Le mauvais voisinage entre les termes sécurité et information est propre à la France, à son Histoire et à sa culture. Ce n’est pas le cas des pays anglo-saxons ou même de l’Allemagne où l’expression « protection de l’économie » est associée officiellement avec « la lutte contre le sabotage économique ». Promotionner l’intelligence économique par la dialectique de la sécurité est une erreur car elle fige les comportements et ne permet pas de valoriser l’intelligence économique comme grille de lecture pour aller de l’avant et gagner des marchés hors de France. Ce piège récurrent en termes de langage mais aussi en termes de mode de pensée s’applique aussi au contexte intérieur. A la fin des années 2000, le Préfet Pautrat a eu raison de souligner le besoin de sécuriser les pôles de compétitivité. En revanche, la réflexion sur les industries de proximité non délocalisables et ancrées aux potentialités d’un territoire ne progresse que beaucoup trop lentement. Tout reste à faire dans ce domaine. Et l’intelligence économique est un excellent moyen d’approcher la question en sortant du cadre strictement sécuritaire. La France offensive souhaitée par François Hollande a besoin de points de repère sur ses victoires économiques et aussi sur ses défaites. Les expériences créatives d’emplois locaux en France ne sont pas très visibles par les remontées d’information traditionnelle (médias, CCI, unions patronales, syndicats interprofessionnels). Il est temps d’inventer de nouvelles grilles de lecture qui permettent au politique de pouvoir enfin inscrire à son programme électoral des priorités stratégiques qui ne se limitent pas aux sempiternelles annonces sur la relance de l’activité touristique et à l’implantation d’éoliennes.
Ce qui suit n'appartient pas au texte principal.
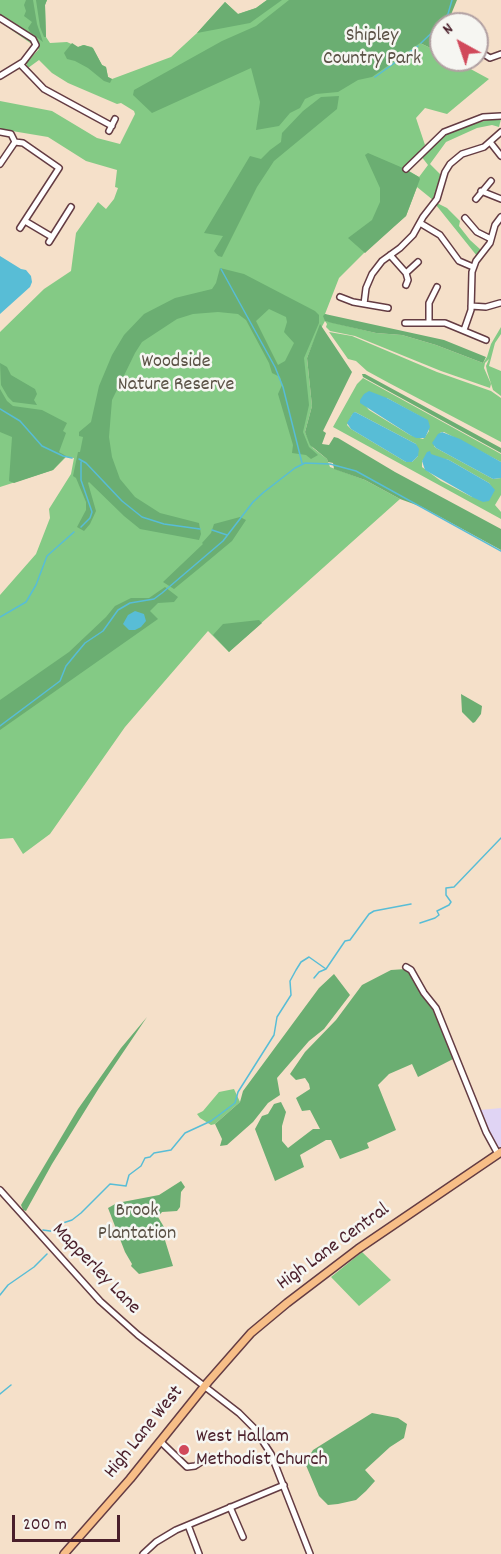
<!DOCTYPE html>
<html>
<head>
<meta charset="utf-8">
<style>
  body { margin:0 }
  #map { position:relative; width:501px; height:1554px; overflow:hidden; background:#f5e0c9; font-family:Dekko,sans-serif }
  canvas { display:block }
  .north { position:absolute; left:429px; top:12px; width:60px; height:60px; box-sizing:border-box; background:#f6f6f2; border:2px solid #b1a0a2; border-radius:50%; rotate:320deg; font-size:16px; font-weight:700; line-height:24px; text-align:center; color:#4a1f2b }
  .north::after { content:''; display:block; margin:auto; width:21px; height:27px; background:#d1495b; clip-path:polygon(50% 0,100% 100%,50% 72%,0 100%) }
  .scale { position:absolute; left:12px; top:1515px; width:108px; height:27px; box-sizing:border-box; border:3px solid #4a1f2b; border-top:0; padding-left:8px; font-size:18px; line-height:21px; white-space:nowrap; color:#4a1f2b; -webkit-text-stroke:4px #f6f6f2; paint-order:stroke }
</style>
</head>
<body>
<div id="map">
<canvas width="501" height="1554"></canvas>
<div class="north">N</div>
<div class="scale">200 m</div>
</div>
<script>
const context = document.querySelector('canvas').getContext('2d');
context.lineJoin = 'round';
function paint(path, color) { context.fillStyle = color; context.fill(path, 'evenodd'); }
const poly = rows => new Path2D(rows.map(r => 'M' + r).join(''));
function stroke(path, color, width, dash) { context.strokeStyle = color; context.lineWidth = width; context.lineCap = dash ? 'butt' : 'round'; context.setLineDash(dash || []); context.stroke(path); }
function label(font, color, halo, rows, align = 'center') {
  context.font = font + ' Dekko,sans-serif'; context.lineWidth = 5; context.setLineDash([]); context.textBaseline = 'middle'; context.strokeStyle = halo; context.fillStyle = color; for (const [text, x, y, turn = 0] of rows) {
    context.save(); context.translate(x, y); context.rotate((+turn || 0) * Math.PI / 180); context.textAlign = isNaN(turn) ? turn : align; if (halo) context.strokeText(text, 0, 0); context.fillText(text, 0, 0); context.restore();
  }
}
const built = poly([
  [501,1108,501,1149,500,1149,488,1132,480,1110]
]);
const green = poly([
  [0,0,47,0,45,5,46,37,50,43,67,42,78,47,83,45,92,47,102,65,106,67,108,77,112,79,171,57,197,33,225,2,238,14,256,8,267,0,455,0,420,43,441,53,441,60,454,60,489,79,447,114,425,108,416,118,425,145,404,168,419,177,428,165,421,156,443,135,462,127,495,118,501,119,499,127,492,125,477,128,446,142,430,164,441,175,433,200,417,187,406,216,373,244,339,278,325,314,331,317,326,321,376,333,402,335,436,345,483,363,487,357,491,344,501,327,501,334,495,343,489,366,501,371,501,396,493,390,487,371,486,366,489,359,485,363,484,368,491,384,490,388,441,371,355,336,330,331,326,327,327,324,325,321,314,341,307,358,312,406,305,432,313,448,327,459,330,467,365,480,400,499,229,652,208,631,125,727,50,834,23,854,13,838,0,839,0,595,36,554,50,518,49,509,71,474,74,458,66,457,53,470,0,487,0,332,44,289,71,271,76,233,98,202,106,209,114,199,118,188,115,187,117,170,86,161,48,137,0,129,0,101,52,111,97,138,120,144,135,114,134,111,121,103,117,104,68,83,52,73,39,60,28,68,26,63,39,49,0,22],
  [437,203,447,208,460,221,459,226,470,240,481,250,477,256,436,205],
  [329,332,352,336,437,372,491,391,501,398,501,442,389,383,367,371,356,361,348,359],
  [363,378,501,454,501,462,444,432,441,432,434,446,436,448,493,479,501,478,501,495,495,505,501,512,501,519,333,427,357,384],
  [387,398,425,419,429,431,425,437,423,439,410,435,369,410,361,400],
  [355,412,416,444,418,456,412,462,406,462,351,429,347,425,352,415],
  [427,455,449,460,489,483,494,491,472,497,441,481,422,467,422,461],
  [234,1089,240,1102,215,1124,211,1125,200,1118,197,1114,203,1111,219,1092],
  [362,1252,391,1280,359,1306,331,1277]
]);
const forest = poly([
  [26,0,33,0,37,24,43,42,30,32,28,28,32,22,24,16,26,11,24,5],
  [36,0,47,0,45,5,46,37,44,37,40,27],
  [267,0,282,0,250,23,197,33,225,2,238,14,256,8],
  [289,0,457,0,450,17,458,24,441,24,441,53,420,43,372,77,358,80,338,92,316,94,305,99,300,108,290,113,279,126,256,130,260,102,251,68,152,113,133,95,134,90,222,41,256,26],
  [72,43,78,47,84,45,93,48,102,65,106,67,108,77,112,79,110,83,104,81,88,68,75,61,67,59,64,53],
  [339,96,337,109,274,161,257,187,222,257,218,256,214,251,223,236,204,233,250,156,261,159,270,150,281,142,282,133,303,111,321,97],
  [368,153,403,168,419,177,420,179,406,216,365,253,348,238,372,220,380,202,380,188,365,155],
  [220,268,244,274,315,311,319,315,319,323,304,358,309,405,303,432,309,447,318,455,311,459,306,455,292,453,293,445,278,394,282,385,280,377,272,373,269,363,246,320,238,314,218,312,193,314,177,319,142,342,135,353,112,400,109,437,112,457,120,479,135,497,160,513,199,523,201,534,199,540,140,529,124,516,89,482,88,483,96,511,90,524,84,531,77,527,86,510,86,502,76,478,73,476,78,452,80,452,83,437,79,436,79,432,91,422,99,386,112,355,124,335,144,314,175,298,212,289,216,283],
  [269,309,286,317,287,322,284,332,294,343,285,361,278,365,256,321],
  [325,314,444,340,486,357,483,363,436,345,402,335,376,333,332,323,325,321,323,316],
  [320,324,352,372,323,431,326,433,322,444,329,445,334,437,338,438,395,472,501,529,501,550,422,507,400,499,365,480,334,469,333,463,328,462,327,459,310,445,305,432,312,406,307,358],
  [0,363,7,367,11,375,35,389,37,394,34,400,37,405,13,402,8,397,1,385],
  [362,374,365,374,501,448,501,453,363,377],
  [0,389,7,401,13,406,42,410,67,423,63,431,66,433,59,452,66,456,53,470,14,483,9,481,12,437,0,432],
  [240,517,246,520,232,541,202,566,174,589,163,582,203,544,202,543,211,533,214,524],
  [165,587,178,597,174,602,158,603,150,611,158,619,0,730,0,700,69,652,106,617,115,606,131,598,149,598],
  [259,620,262,623,229,652,213,635,223,624],
  [461,694,482,706,481,714,475,722,473,723,462,712],
  [406,969,410,971,422,995,434,1008,455,1058,418,1077,412,1064,389,1074,378,1085,396,1130,367,1143,369,1148,340,1159,331,1140,326,1140,300,1155,304,1167,275,1181,255,1129,262,1116,268,1114,274,1104,281,1102,286,1112,282,1126,282,1141,288,1148,313,1129,320,1129,310,1110,302,1111,296,1098,310,1089,309,1084,305,1078,296,1080,290,1074,292,1071,305,1052,336,1020,362,985,391,970],
  [334,974,350,995,324,1029,309,1041,277,1078,280,1095,268,1103,253,1122,227,1145,220,1146,222,1139,215,1124,240,1102,243,1091,319,988],
  [147,1017,99,1088,52,1164,26,1211,23,1210,21,1205,78,1109,121,1048],
  [181,1181,185,1187,181,1192,180,1207,177,1211,162,1212,158,1217,167,1232,164,1237,173,1266,139,1274,131,1266,132,1264,125,1252,108,1208,117,1203,159,1195],
  [372,1413,398,1418,407,1424,404,1438,390,1447,365,1470,375,1481,366,1491,356,1500,338,1504,328,1505,319,1496,305,1463,313,1450]
]);
const water = poly([
  [0,256,21,269,26,270,31,276,32,282,30,287,0,314],
  [369,391,387,398,428,420,430,427,425,438,416,438,410,435,360,403,360,400,364,394],
  [355,412,416,444,419,449,418,456,412,462,406,462,351,429,347,423,353,413],
  [442,432,460,439,501,462,501,478,493,479,436,448,432,443,438,434],
  [430,451,431,454,449,460,489,483,495,490,489,501,483,502,472,497,425,470,422,461,427,452],
  [135,611,144,614,146,621,141,627,135,630,129,630,123,624,128,615]
]);
const stream = poly([
  [421,43,440,25,448,14,452,0],
  [375,77,418,46],
  [221,269,275,367,283,387,302,463],
  [0,409,20,421,42,446,63,456,72,458],
  [79,459,86,463,122,501,142,517,164,524,200,529],
  [81,527,90,518,92,512,81,480,81,462],
  [212,530,227,535],
  [0,617,26,602,36,585,47,556,74,532],
  [0,726,60,681,66,666,75,655,85,643,103,631,118,610,130,603,154,599,162,593,223,541,253,502,264,492,295,468,305,463,330,464,356,471,501,551],
  [420,923,435,918,439,915,437,911,449,905,451,902,446,895,446,888,454,887,501,838],
  [314,978,319,972,326,969,345,941,350,940,369,914,374,911,411,904],
  [43,1230,57,1232,58,1228,63,1223,72,1220,81,1213,110,1184,126,1186,129,1175,141,1166,145,1158,150,1157,154,1153,171,1150,185,1133,211,1121,235,1103,238,1092,274,1035,277,1017,291,995,290,981,296,970,301,962,309,957,326,969],
  [0,1295,8,1285,34,1267,47,1254],
  [0,1394,11,1385]
]);
const minor = poly([
  [0,18,33,39,36,45,23,62,0,76],
  [482,53,490,58,501,54],
  [20,64,44,89,112,126],
  [109,131,115,119],
  [0,132,11,134,15,142],
  [15,142,23,143,59,168,20,228],
  [490,142,501,156],
  [0,164,15,142],
  [406,169,444,132,483,117,501,116],
  [481,191,501,199],
  [476,199,491,181],
  [465,218,477,232,491,239],
  [25,221,52,237],
  [420,223,440,235,459,261,473,267],
  [49,242,71,207],
  [390,255,406,273,408,280,406,285],
  [406,273,418,262],
  [340,297,353,302,388,308],
  [364,304,366,288,372,274,382,261,400,248,413,235,423,217,437,199,445,172,450,164,462,154,484,147,501,132],
  [471,306,486,307,500,303],
  [405,323,445,323,486,340],
  [429,323,429,303,437,287],
  [464,330,471,310,472,272,476,261,490,243,495,225,501,217],
  [406,967,411,970,424,993,436,1008,486,1132,498,1154],
  [0,1190,100,1301,138,1335,239,1413,254,1428,271,1454,310,1554],
  [161,1442,187,1467,195,1466,209,1457],
  [230,1507,243,1537],
  [188,1525,199,1554],
  [143,1554,156,1542,176,1530,284,1485]
]);
const major = poly([
  [64,1554,130,1479,208,1382,251,1333,287,1303,358,1249,501,1152]
]);
const markers = [
  [184,1450,6,"#d1495b"]
];
const parkNames = [
  ["Shipley",372,37],
  ["Country Park",372,60],
  ["Woodside",176,363],
  ["Nature Reserve",176,386],
  ["Brook",137,1212],
  ["Plantation",137,1235]
];
const streetNames = [
  ["High Lane Central",334,1248,-36],
  ["Mapperley Lane",95,1270,46],
  ["High Lane West",145,1433,-51]
];
const poiNames = [
  ["West Hallam",196,1438],
  ["Methodist Church",196,1461]
];
paint(built, '#e0d4f4');
paint(green, '#84ca85');
paint(forest, '#6bae72');
paint(water, '#58bdd6');
stroke(stream, '#58bdd6', 1.5);
stroke(minor, '#643c43', 8);
stroke(major, '#643c43', 10);
stroke(minor, '#fff', 5);
stroke(major, '#f7be87', 7);
for (const [x, y, r, color] of markers) { const dot = new Path2D(); dot.arc(x, y, r, 0, 2 * Math.PI); context.fillStyle = color; context.fill(dot); stroke(dot, '#f6f6f2', 2); }
label('20px', '#5b5246', '#f6f6f2', parkNames);
label('20px', '#4a1f2b', '#f6f6f2', streetNames);
label('20px', '#4a1f2b', '#f6f6f2', poiNames, 'left');
</script>
</body>
</html>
L’intelligence économique est une réponse politiquement correcte
La France active a besoin de points de repère pour se mobiliser et aller de l’avant, à l’image de l’industrie française du ski qui exporte dans tous les pays où se développe une activité touristique hivernale de montagne. Les stratégies d’anticipation sont les grandes absentes du débat présidentiel 2012. Et pourtant elles sont positionnées au cœur de notre système industriel (potentialités marchandes des économies d’énergie générées par les innovations du BTP français, appui indispensable aux technologies de l’information développées dans l’hexagone et dont certaines sont plus performantes que Google, mise en exergue de l’expertise internationale d’EDF et d’ERDF dans la gestion des grands réseaux électriques…). Qui va enfin dire aux politiques que ce type de démarche peut leur rapporter des voix… Côté PS, on aimerait bien entendre la parole des sages sur le sujet. Celle d’Edith Cresson par exemple. Côté UMP, il serait temps qu’on lise plus attentivement ce qu’écrit le député du Tarn Bernard Carayon.